Walter, I think you are too glibly repeating Catholic talking points.
The example of Cyril and Methodius, for example, leaves out a good deal. They were not "papal missionaries" before Cyril's death, and poor Methodius endured abuse by the German bishops (who even threw him into prison) for using Slavonic in the Mass. He was on a see-saw that sometimes saw him encouraged by the bishop of Rome and sometimes condemned.

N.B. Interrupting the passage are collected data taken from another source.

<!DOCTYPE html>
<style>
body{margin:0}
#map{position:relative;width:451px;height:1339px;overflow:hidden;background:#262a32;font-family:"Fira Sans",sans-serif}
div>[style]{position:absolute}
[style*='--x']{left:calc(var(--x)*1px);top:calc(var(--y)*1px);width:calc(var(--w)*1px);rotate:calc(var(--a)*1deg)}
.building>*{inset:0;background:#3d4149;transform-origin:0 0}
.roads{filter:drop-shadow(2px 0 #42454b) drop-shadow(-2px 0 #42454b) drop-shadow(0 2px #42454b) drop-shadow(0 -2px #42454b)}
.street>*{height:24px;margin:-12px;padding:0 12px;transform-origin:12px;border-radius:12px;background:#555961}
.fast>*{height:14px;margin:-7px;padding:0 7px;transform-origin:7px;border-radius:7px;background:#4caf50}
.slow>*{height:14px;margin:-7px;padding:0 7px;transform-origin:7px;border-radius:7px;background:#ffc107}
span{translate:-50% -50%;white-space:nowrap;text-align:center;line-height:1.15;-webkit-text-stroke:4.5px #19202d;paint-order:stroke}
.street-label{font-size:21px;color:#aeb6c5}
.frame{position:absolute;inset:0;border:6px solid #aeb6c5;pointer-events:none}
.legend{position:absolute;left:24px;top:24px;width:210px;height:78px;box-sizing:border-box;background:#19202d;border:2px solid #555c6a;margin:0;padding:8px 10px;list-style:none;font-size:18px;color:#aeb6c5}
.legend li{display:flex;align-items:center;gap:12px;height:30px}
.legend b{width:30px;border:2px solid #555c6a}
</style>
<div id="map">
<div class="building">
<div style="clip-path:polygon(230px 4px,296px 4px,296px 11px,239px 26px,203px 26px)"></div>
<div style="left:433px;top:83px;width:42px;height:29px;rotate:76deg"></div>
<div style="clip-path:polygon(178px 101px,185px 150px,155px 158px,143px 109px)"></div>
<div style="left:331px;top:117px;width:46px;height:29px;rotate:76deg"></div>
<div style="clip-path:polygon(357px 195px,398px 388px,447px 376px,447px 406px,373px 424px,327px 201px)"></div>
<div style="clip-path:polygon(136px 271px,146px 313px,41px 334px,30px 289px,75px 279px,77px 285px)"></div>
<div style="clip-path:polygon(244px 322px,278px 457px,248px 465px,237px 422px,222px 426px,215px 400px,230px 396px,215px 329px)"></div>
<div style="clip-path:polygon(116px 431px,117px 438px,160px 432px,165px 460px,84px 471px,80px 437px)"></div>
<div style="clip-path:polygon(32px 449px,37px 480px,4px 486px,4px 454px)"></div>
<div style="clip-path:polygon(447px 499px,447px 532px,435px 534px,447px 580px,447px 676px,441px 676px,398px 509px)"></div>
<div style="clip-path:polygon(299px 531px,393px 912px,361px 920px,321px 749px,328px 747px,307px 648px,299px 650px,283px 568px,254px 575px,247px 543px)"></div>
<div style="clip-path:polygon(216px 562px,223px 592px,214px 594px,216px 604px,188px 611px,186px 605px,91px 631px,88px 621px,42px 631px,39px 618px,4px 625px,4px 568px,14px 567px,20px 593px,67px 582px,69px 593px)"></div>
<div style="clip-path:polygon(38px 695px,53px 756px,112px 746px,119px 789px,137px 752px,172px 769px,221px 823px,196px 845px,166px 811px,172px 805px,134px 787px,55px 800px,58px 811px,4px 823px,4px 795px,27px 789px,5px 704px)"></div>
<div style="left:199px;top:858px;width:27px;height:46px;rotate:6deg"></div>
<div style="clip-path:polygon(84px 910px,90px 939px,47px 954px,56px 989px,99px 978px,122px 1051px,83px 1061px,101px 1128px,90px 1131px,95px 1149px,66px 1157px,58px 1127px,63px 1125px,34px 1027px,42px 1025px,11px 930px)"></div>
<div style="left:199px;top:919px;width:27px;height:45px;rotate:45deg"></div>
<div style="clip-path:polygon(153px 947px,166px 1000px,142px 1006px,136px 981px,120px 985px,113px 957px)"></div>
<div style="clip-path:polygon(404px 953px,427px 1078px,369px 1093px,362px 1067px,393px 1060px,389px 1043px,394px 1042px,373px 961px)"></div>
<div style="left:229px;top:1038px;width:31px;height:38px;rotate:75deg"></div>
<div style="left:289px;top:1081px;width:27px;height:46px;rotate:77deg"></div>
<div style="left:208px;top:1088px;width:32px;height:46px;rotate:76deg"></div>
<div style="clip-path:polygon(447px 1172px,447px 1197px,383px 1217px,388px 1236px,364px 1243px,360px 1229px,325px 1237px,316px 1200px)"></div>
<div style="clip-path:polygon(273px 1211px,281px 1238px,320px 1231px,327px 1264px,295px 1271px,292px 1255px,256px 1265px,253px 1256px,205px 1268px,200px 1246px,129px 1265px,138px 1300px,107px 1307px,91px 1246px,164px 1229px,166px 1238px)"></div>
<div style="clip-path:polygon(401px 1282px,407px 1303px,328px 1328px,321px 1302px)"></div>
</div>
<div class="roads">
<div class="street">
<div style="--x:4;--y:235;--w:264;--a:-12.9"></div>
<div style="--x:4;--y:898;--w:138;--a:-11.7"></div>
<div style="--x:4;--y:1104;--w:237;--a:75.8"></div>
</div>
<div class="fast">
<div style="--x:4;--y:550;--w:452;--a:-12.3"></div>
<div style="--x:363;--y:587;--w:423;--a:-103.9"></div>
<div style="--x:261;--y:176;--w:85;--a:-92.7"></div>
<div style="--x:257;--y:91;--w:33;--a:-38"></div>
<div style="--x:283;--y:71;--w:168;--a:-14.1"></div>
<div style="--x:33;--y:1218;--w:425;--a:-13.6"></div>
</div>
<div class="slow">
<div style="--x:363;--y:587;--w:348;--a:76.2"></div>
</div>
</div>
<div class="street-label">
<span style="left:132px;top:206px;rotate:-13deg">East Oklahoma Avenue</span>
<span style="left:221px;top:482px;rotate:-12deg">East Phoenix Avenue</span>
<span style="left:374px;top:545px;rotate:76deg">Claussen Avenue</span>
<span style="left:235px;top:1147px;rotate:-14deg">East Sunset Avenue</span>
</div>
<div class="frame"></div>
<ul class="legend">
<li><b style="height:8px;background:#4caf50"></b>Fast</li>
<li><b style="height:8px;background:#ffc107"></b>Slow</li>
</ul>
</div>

Now, I do not think that a reading of history will show that the Roman church forbade translations into the vernacular (as you have pointed out), it is also true that the church did not consider it advantageous that such translations be distributed willy-nilly to the laity. Even vernaculars, before the Reformation, were intended for a small audience, most of whom would have been clergy or the aristocracy (primarily the court).
And I would disagree that Bibles were "hideously expensive" before the Industrial Revolution. Yes, they were expensive, but not above the means of tradesmen, as shown by Bunyan's possession of a Geneva Bible. And portions printed on cheap paper would be even less expensive and thus available to people of more modest means.
What really is the dividing line is the question of who should be allowed access to the scriptures. For better or ill, the Protestant view was that the scriptures should be made available widely (really, universally). And we Protestants should remember that the pre-Trent Roman church allowed much more variability on such questions than the post-Trent church would.
Forgive me, but I want to quote, at length, Thomas More, who in his Dialogue Concerning Heresies laid out what I think is an accurate view of traditional Roman understanding of the use of scripture by the laity (and I think we can agree that More was no opponent of a proper translation into the vernacular):
" ... now since the veil of the Temple is broken broken asunder that divided among the Jews... the people from the sight of the secrets, and that God had sent his Holy Spirit to be assistant with his whole Church to teach all necessary truth; though it may therefore be the better suffered that no part of Holy Scripture were kept out of honest laymen’s hands—yet would I that no part thereof should come in theirs which to their own harm and haply their neighbors’ too... would handle it over-homely... a nd be too bold and busy therewith.
And also, though Holy Scripture be, as ye said while ere, a medicine for him that is sick... and food for him that is whole: yet, since there is many a body sore soul-sick that taketh himself for whole; and in Holy Scripture is a whole feast of so much diverse viand... that, after the affection and state of sundry stom achs, one may take harm by the selfsame that shall do another good; and sick folk often have such a corrupt tallage in their taste that they most like the meat that is most unwholesome for them—it were not, therefore, as methinketh, unreasonable that the ordinary (whom God hath in the diocese appointed for the chief physician... to discern between the whole and the sick, and between disease and disease, should, after his wisdom and discretion, appoint everybody their part... as
he should perceive to be good and wholesome for them. And therefore,as he should not fail to find many a man to whom he might commit all the whole: so, to say the truth, I can see no harm therein
though he should commit unto some man the Gospel of Matthew, Mark, or Luke... whom he should yet forbid the Gospel of Saint John; and suffer some to read the Acts of the Apostles... whom he would not suffer to meddle with the Apocalypse. Many were there, I think, that should take much profit by Saint Paul’s epistle ad Ephesios ... wherein he giveth good counsel to every kind of people... and yet should find little fruit for their understanding in his The Epistle to the Romans epistle ad Romanos
... containing such containeth high difficulties, high difficulties as very few learned men can very well attain. ..."
"So that, as I say, though the bishop might unto some layman betake and commit, with good advice and instruction, the whole Bible to read, yet might he to some man well and with reason restrain the reading of some part; and from some busybody, the meddling with any part at all... more than he shall hear in sermons set out and declared unto him; and in like wise, too, take the Bible away from such folk again... as be proved by their blind presumption to abuse the occasion of their profit unto their own hurt and harm. And thus may the bishop order the Scripture in our hands... with as good reason as the father doth by his discretion appoint which of his children may, for his sadness, keep a knife to cut his meat... and which shall for his wantonness have his knife taken from him, for cutting off his fingers. And thus am I bold, without prejudice of other men’s judgment, to show you my mind in this matter: how the Scripture might without great peril, and not without great profit, be brought into our tongue and
taken to lay men and women both — not yet meaning thereby but that the whole Bible might, for my mind, be suffered to be spread abroad in English."
And I will acknowledge that the modern Roman church has not attempted to keep the scriptures from the laity (as if this could be done). What puzzles me is how the church can accommodate various translations, none of which are fully acceptable in the new liturgy. I understand this from Protestants, but not from the Roman church.